На фоне общего отступления и поражений действия моей группы были более чем успешны. Также бойцы и командиры видели, что я никого не бросаю на убой, а все наши операции продуманы, и мы почти не несем потерь, при этом нанося противнику очень болезненные удары. А желающих снова попасть под командование очередного дуболома со шпалами ни у кого нет: как говорится, дурных нема.
Я, повернувшись назад, махнул рукой, и пленные обалдели: взревев моторами, на них от края леса поехали кусты. Все наши танки были замаскированы срубленными ветками и издали напоминали гигантские кусты, и сейчас эти зеленые горы приближались к нам. А следом за ними появились грузовики и трофейные бронетранспортеры. Пока наша техника приближалась и пересекала дорогу, пленные пришли в себя и согласно моему приказу быстро перестроились с учетом своих военно-учетных специальностей. Никого оставлять я не стал, забрал всех, хотя это и получилось с трудом: просто не хватало мест для них на технике и в машинах.
Кстати, оба немецких мотоцикла и грузовик уцелели: пулеметчики стреляли так, чтобы не повредить их. Мотоциклы вообще не получили ни царапины, а вот грузовику досталось. И хотя мотор и ходовая не пострадали, но борта и кабина представляли собой решето. Но главное, машина была на ходу.
Мы удалялись от дороги, правда, перед этим трупы немецких солдат оттащили к опушке леса, чтобы они не бросались в глаза. Пускай немцы подольше будут в неведении, где именно пропала колонна военнопленных. Конечно, надолго в тайне это не останется: зная, откуда и куда она вышла, опросят посты по пути ее следования и определят, на каком участке маршрута она пропала; вот там и проведут поиск, но будет уже поздно.
Кстати, конвоиров частично раздели и полностью разули: многие пленные были босиком, или у них отсутствовала часть обмундирования. Вот тоже, этот вопрос теперь предстояло решать мне, как и то, где добыть новый транспорт и продукты. С учетом этого пополнения наши запасы резко уменьшатся, кормить-то теперь надо больше народу, так что продуктов у нас дня на три-четыре, это если норму не уменьшать. Одна надежда на наших немецких снабженцев, у них даже и деликатесы есть, которые обычный советский человек и в глаза не видел, и слыхом про них не слыхивал.

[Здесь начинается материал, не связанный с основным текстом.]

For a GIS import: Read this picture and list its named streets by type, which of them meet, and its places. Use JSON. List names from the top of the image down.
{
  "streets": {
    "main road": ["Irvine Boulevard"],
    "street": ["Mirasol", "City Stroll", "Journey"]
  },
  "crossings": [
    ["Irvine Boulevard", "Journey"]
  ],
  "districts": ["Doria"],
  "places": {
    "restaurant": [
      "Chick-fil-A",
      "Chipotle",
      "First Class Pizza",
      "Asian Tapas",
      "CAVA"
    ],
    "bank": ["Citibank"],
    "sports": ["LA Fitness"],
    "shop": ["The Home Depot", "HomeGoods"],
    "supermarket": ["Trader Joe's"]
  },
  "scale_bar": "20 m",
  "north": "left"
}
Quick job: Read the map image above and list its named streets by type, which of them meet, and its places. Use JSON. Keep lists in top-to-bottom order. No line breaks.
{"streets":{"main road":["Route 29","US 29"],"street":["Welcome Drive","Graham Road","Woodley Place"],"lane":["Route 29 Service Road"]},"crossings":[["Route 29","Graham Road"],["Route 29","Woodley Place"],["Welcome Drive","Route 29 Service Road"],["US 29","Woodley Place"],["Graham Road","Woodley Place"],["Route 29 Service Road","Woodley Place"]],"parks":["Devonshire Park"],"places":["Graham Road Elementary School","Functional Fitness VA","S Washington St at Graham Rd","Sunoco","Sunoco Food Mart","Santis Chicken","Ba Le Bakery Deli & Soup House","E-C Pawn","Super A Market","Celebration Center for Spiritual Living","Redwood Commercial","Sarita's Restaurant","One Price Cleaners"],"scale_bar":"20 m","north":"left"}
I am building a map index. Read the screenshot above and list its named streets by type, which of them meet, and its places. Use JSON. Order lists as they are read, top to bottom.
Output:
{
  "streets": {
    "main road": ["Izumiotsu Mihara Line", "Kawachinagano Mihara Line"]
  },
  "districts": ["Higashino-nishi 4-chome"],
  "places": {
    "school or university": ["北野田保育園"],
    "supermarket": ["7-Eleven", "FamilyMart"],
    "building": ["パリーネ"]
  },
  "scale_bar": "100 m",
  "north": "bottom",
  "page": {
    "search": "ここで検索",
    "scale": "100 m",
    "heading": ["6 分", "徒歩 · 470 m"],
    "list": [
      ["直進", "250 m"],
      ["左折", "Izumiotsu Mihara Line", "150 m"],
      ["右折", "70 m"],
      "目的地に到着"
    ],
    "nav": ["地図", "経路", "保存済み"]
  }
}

А вечером на нас вышла небольшая группа окруженцев, интересная такая группа. Это были шестеро бойцов БАО. Как оказалось, в тридцати километрах отсюда располагался наш аэродром, большой аэродром, и даже с бетонной полосой. А я как-то упустил это из виду, хотя и слышал, что самая лучшая ПВО – это наши танки на их аэродромах.
Непорядок. Надо срочно исправлять это упущение, и чем скорей, тем лучше. То, что немцы станут использовать наш стационарный аэродром, это и к гадалке не ходи. Бетонная полоса и вся инфраструктура – да они в этот аэродром мертвой хваткой вцепятся, так что рупь за сто, что они уже если и не используют его, то наверняка подготавливают к использованию. А ведь это не только техника и персонал, но и топливо, и продукты, причем высококачественные, так как летчиков кормить отбросами не будут. Бензин, правда, авиационный, но грузовикам он пойдет, это заливать бензин с меньшим октановым числом не рекомендуется, а вот наоборот – даже поощряется. Да и наши БТ тоже на авиационном бензине ездят, их двигатели в девичестве авиационные, а солярку, надеюсь, мы еще найдем.
К вечеру мы приблизились к аэродрому. Хорошо, что в пути никого не встретили, так что, надеюсь, мы сможем преподнести немцам сюрприз. Вперед отправилась группа разведки, а мы встали на ночевку, хотя и было всего восемь часов вечера. Приготовив в два приема ужин, накормили всех бойцов, и я дал команду отдыхать. За день все умотались, так что сейчас, после сытного ужина, бойцы стали устраиваться на ночевку. А я задумался о своих дальнейших шагах. Жаль, у меня особиста нет, чтобы пленных и окруженцев проверять, хотя не думаю, что среди освобожденных есть предатель, по крайней мере уже завербованный; вот могущий предать – вполне, но тут, пожалуй, даже опытный особист не поможет.
Но это так, а пока я собрал весь командный состав группы для разъяснения политики партии.